◆ **Task to carry out**:
Set down exactly the lines from the first line of the records through the line that contains "display:block; font-size:19px; white-space:nowrap", and leave every picture out.

(Collected data entries)
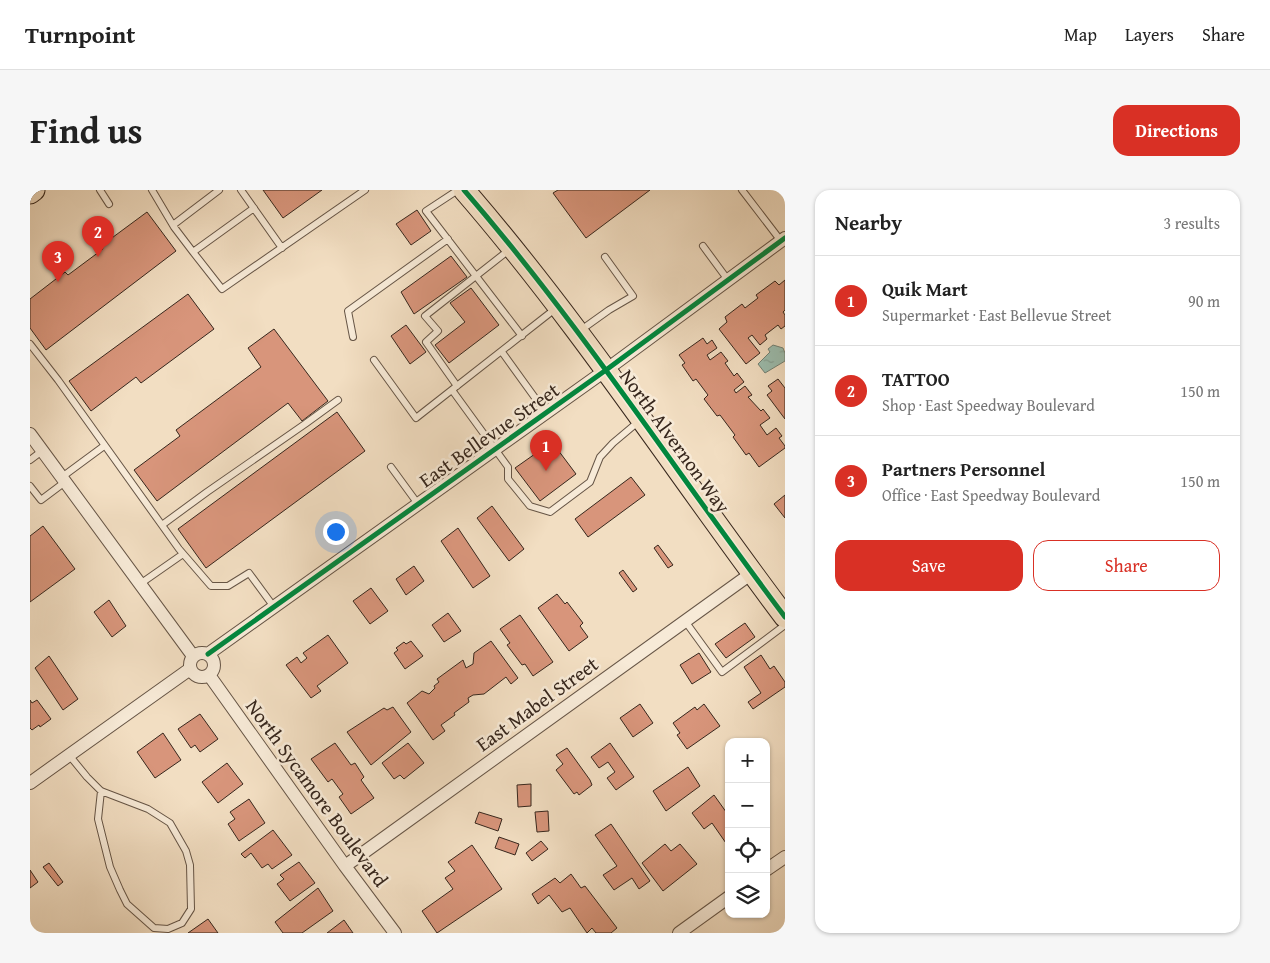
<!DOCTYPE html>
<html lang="en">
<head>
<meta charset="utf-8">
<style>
	:root { --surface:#fff; --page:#f6f6f6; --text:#222; --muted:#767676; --line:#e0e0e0; --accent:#d93025 }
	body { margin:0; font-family:"Gentium Book Plus",serif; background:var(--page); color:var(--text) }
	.controls { position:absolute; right:15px; bottom:15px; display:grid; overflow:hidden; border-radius:10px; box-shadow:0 1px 4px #0004 }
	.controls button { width:45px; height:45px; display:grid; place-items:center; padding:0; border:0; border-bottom:1px solid var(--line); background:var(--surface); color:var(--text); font:25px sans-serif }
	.you { position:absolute; left:305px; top:341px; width:18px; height:18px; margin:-12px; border:4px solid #fff; border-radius:50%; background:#1a73e8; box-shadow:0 0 0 8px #1a73e833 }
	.badge { display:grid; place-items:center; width:32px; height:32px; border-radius:50%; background:var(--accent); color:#fff; font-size:16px; font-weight:700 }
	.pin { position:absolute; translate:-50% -41px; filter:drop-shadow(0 1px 2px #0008) }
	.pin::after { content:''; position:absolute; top:26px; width:18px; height:15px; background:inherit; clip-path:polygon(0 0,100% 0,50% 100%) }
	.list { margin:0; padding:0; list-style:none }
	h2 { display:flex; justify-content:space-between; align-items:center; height:65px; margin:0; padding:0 20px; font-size:21px }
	h2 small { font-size:16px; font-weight:400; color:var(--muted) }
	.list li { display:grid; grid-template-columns:32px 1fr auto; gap:15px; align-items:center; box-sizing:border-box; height:90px; padding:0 20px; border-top:1px solid var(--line) }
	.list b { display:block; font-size:19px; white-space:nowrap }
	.list p { margin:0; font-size:16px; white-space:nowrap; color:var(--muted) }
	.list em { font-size:16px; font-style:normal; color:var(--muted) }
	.actions { display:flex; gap:10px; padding:15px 20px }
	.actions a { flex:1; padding:11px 0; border:1px solid var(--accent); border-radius:15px; text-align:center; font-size:18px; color:var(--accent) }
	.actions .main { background:var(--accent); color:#fff }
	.icon { flex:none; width:28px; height:28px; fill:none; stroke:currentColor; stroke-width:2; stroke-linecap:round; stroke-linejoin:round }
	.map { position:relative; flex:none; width:755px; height:743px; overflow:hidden; border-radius:15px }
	header { display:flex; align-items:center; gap:30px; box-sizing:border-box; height:70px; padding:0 25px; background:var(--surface); border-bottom:1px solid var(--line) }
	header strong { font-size:24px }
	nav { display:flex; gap:28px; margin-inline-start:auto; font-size:18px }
	.intro { display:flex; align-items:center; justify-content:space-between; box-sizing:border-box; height:120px; padding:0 30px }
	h1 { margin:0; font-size:35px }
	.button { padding:12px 22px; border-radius:15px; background:var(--accent); color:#fff; font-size:18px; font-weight:700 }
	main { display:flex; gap:30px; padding:0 30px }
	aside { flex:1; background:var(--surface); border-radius:15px; box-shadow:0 1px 4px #0004 }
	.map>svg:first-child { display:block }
</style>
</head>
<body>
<header>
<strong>Turnpoint</strong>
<nav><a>Map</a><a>Layers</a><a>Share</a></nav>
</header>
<div class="intro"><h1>Find us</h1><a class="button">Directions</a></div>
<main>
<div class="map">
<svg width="755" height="743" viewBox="0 0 755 743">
	<defs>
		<pattern id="water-ripples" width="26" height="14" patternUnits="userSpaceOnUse" patternTransform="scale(1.25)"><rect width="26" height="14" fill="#9cbdae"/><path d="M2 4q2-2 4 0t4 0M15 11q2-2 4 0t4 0" fill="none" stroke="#87a295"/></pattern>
	</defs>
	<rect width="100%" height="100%" fill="#f2dec2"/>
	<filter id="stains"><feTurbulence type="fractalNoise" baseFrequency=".004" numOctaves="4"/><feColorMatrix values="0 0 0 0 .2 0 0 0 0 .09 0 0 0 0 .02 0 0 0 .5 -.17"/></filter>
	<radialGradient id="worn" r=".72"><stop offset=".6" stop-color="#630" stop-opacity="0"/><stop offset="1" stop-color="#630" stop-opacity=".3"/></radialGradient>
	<path fill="url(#water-ripples)" stroke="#748174" d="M743,155L753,158L755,163V171L735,183L728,174L740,162L738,159Z"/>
	<path fill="#d8957b" stroke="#37271d" d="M233,0H292L253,28Z
		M528,0H620L556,48L523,3Z
		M387,20L401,41L381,55L366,34Z
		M117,22L146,61L16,160L0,138V109L35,82L38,85L73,59L71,56Z
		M421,66L437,87L384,124L371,102Z
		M755,90V120L753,122L755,125V136L751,139L748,135L735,145L737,149L730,155L722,145L718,148L730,163L716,174L689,139L697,132L695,127L712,114L715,118L728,108L726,105L745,91L749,95Z
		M441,98L469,135L419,173L405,155L435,132L420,113Z
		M158,104L184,139L111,193L106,187L61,221L39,191Z
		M376,135L396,162L380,174L361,146Z
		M244,139L298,211L272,231L258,213L127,311L104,280L150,246L146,240L231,177L218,158Z
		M673,148L677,154L682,150L687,158L677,165L680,170L691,162L698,171L695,173L704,186L707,183L714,192L704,200L706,203L715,196L722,205L718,207L731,221L733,219L740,228L730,235L737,245L746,238L752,246L749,248L755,256V258L729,277L719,263L716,265L703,247L705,245L690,225L687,226L674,209L678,205L666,189L663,191L652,175L655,173L649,165Z
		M748,189L755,198V229L737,205L742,201L738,196Z
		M307,222L335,261L176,378L148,339Z
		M522,252L546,284L510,311L485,278Z
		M601,287L615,305L558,347L545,329Z
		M755,305V328L744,314Z
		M462,316L494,359L479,371L447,328Z
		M13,336L45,379L0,412V346Z
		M428,338L460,386L443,398L411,351Z
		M628,355L643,375L638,378L624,358Z
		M384,376L394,391L376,405L366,389Z
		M593,380L607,399L603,402L589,383Z
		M341,398L358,421L340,434L323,411Z
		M527,404L535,414L537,412L553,433L550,436L558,447L539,461L508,418Z
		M79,410L96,436L82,447L64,422Z
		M418,423L431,441L414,452L402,435Z
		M490,425L523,472L503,486L495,474L492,475L477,455L480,453L470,439Z
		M715,433L725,447L696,468L685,454Z
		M298,445L318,473L287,496L291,501L281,508L256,475L267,467L271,473L277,468L273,463Z
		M381,451L393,466L375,479L364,463L368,460L366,458L374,452L376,454Z
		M461,451L488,488L481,494L476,487L454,504L443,505L438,508L439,512L424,523L425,525L411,535L415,541L403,550L377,513L392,501L399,504L405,498L404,496L409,492L407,489L433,470L436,478L443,474L444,463Z
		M669,463L681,482L662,494L650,475Z
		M731,465L740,479L744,476L755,492V497L723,519L718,512L731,503L714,477Z
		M19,466L48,509L33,520L5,478Z
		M0,510L2,513L7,510L21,529L10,537L9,535L2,540L0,538Z
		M610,514L623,533L603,547L590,528Z
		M674,514L690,536L657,559L647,545L650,543L643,533L665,517L667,520Z
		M363,517L381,542L341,575L317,542L354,518L357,520Z
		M170,524L188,549L170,562L165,555L161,558L148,539Z
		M133,543L151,570L125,588L107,562Z
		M305,553L321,575L325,573L334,587L331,590L344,608L321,624L309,607L313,604L302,589L298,592L281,569Z
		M378,553L394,573L374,589L370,585L364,589L352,573Z
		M580,553L604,587L586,600L577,588L585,582L578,572L569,578L561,567Z
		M537,558L560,590L562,595L549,605L547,602L544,604L526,580L533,574L526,565Z
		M197,573L213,594L188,613L172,592Z
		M658,577L670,596L636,621L623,601Z
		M501,594V616L488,617L487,595Z
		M684,605L699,626V655L698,656L682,633L674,639L662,623Z
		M219,609L235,633L209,651L198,634L205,629L200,622Z
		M518,621L519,641L507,642L505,622Z
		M449,622L472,629L468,641L445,633Z
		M581,634L620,691L609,699L602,688L584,700L573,685L587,676L565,645Z
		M243,640L262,665L242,679L238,674L232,678L221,663L215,668L211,664Z
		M469,647L489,654L485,665L465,658Z
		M511,651L518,659L502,671L496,663Z
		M635,654L641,661L650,654L667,674L633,701L612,673Z
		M442,655L472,699L407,743L392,721L423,699L415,688L425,681L418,672Z
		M269,672L285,693L260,711L247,694L254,689L250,685Z
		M19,673L33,692L28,696L13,677Z
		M0,680L8,692L0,698Z
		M541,684L551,698L555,696L587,738L581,743H566L562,738L557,743L540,718L532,722L519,705L508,714L502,704L525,688L530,693Z
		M288,698L303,721L272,743H253L245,732Z
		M178,729L188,743H158Z
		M314,730L323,743H297Z"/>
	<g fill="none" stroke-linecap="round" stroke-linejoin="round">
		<defs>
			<path id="lane" d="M70,0L79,14
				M122,0L144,37L163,62L224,18
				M211,0L252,58
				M428,0L396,21L492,146
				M712,0L751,51
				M143,35L189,0
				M673,56L698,90
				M163,62L192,99L335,0
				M551,140L579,120L603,106L575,67
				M323,147L318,121L418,49
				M0,154L28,190L149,359L181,396H198L219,383L244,417
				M472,162L516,223
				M344,170L386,228L525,119
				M427,196L396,152L408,141L395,126L479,60
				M422,200L478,277V289L500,316L520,322L560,292L570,267L583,253L608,232
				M0,270L12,261
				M361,277L388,314
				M32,287L74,256
				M0,296L11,310L35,292
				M132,335L177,302L275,234L308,210
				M110,394L153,364
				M655,431L692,482L755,435
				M39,565L57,587L71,601L118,619L140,633L156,661L160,675L161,719L152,733L138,739L124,738L97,714L90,700L80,677L68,629L71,601"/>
			<path id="street" d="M0,244L163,466
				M160 475a12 12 0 1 1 24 0a12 12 0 1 1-24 0Z
				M178,464L576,180L755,48
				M179,485L315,676L365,743
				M0,593L160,479
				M315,676L722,383
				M736,680L755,667
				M649,743L699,707"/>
			<path id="primary" d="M434,0C551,135 648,285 755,427
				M0,3L4,0"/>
		</defs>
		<use href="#lane" stroke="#665546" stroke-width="8"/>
		<use href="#street" stroke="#665546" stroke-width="14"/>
		<use href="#primary" stroke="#37271d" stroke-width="23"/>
		<use href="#lane" stroke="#f7ead7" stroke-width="6"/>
		<use href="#street" stroke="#f7ead7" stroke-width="12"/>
		<use href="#primary" stroke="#f2dec2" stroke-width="21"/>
		<defs>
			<path id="cycleway" d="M434,0C551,135 648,285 755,427
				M178,464L576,180L755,48"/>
		</defs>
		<use href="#cycleway" stroke="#f7ead7" stroke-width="8"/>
		<use href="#cycleway" stroke="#00873e" stroke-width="5"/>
	</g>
	<g text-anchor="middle" stroke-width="5" stroke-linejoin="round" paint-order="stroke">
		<g font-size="20" fill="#37271d" stroke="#f7ead7">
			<text transform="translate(459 245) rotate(-35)" y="7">East Bellevue Street</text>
			<text transform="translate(645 251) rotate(54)" y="7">North Alvernon Way</text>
			<text transform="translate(507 514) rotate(-36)" y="7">East Mabel Street</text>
			<text transform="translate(287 603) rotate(54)" y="7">North Sycamore Boulevard</text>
		</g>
	</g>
	<rect width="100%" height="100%" filter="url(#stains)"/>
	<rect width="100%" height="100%" fill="url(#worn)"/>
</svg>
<div class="controls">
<button>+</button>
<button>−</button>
<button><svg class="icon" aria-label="locate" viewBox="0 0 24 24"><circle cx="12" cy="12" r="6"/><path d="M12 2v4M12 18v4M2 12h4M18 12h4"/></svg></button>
<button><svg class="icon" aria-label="layers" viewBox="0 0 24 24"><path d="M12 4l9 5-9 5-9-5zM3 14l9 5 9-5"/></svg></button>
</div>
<div class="you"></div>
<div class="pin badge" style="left:516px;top:281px">1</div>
<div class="pin badge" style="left:68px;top:67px">2</div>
<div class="pin badge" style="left:28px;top:92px">3</div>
</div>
<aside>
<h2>Nearby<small>3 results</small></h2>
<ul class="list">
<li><span class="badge">1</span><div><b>Quik Mart</b><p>Supermarket · East Bellevue Street</p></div><em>90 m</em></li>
<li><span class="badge">2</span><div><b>TATTOO</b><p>Shop · East Speedway Boulevard</p></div><em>150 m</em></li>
<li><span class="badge">3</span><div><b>Partners Personnel</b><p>Office · East Speedway Boulevard</p></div><em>150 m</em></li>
</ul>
<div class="actions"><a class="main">Save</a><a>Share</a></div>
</aside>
</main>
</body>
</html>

◆ **Finished exercise**:
<!DOCTYPE html>
<html lang="en">
<head>
<meta charset="utf-8">
<style>
	:root { --surface:#fff; --page:#f6f6f6; --text:#222; --muted:#767676; --line:#e0e0e0; --accent:#d93025 }
	body { margin:0; font-family:"Gentium Book Plus",serif; background:var(--page); color:var(--text) }
	.controls { position:absolute; right:15px; bottom:15px; display:grid; overflow:hidden; border-radius:10px; box-shadow:0 1px 4px #0004 }
	.controls button { width:45px; height:45px; display:grid; place-items:center; padding:0; border:0; border-bottom:1px solid var(--line); background:var(--surface); color:var(--text); font:25px sans-serif }
	.you { position:absolute; left:305px; top:341px; width:18px; height:18px; margin:-12px; border:4px solid #fff; border-radius:50%; background:#1a73e8; box-shadow:0 0 0 8px #1a73e833 }
	.badge { display:grid; place-items:center; width:32px; height:32px; border-radius:50%; background:var(--accent); color:#fff; font-size:16px; font-weight:700 }
	.pin { position:absolute; translate:-50% -41px; filter:drop-shadow(0 1px 2px #0008) }
	.pin::after { content:''; position:absolute; top:26px; width:18px; height:15px; background:inherit; clip-path:polygon(0 0,100% 0,50% 100%) }
	.list { margin:0; padding:0; list-style:none }
	h2 { display:flex; justify-content:space-between; align-items:center; height:65px; margin:0; padding:0 20px; font-size:21px }
	h2 small { font-size:16px; font-weight:400; color:var(--muted) }
	.list li { display:grid; grid-template-columns:32px 1fr auto; gap:15px; align-items:center; box-sizing:border-box; height:90px; padding:0 20px; border-top:1px solid var(--line) }
	.list b { display:block; font-size:19px; white-space:nowrap }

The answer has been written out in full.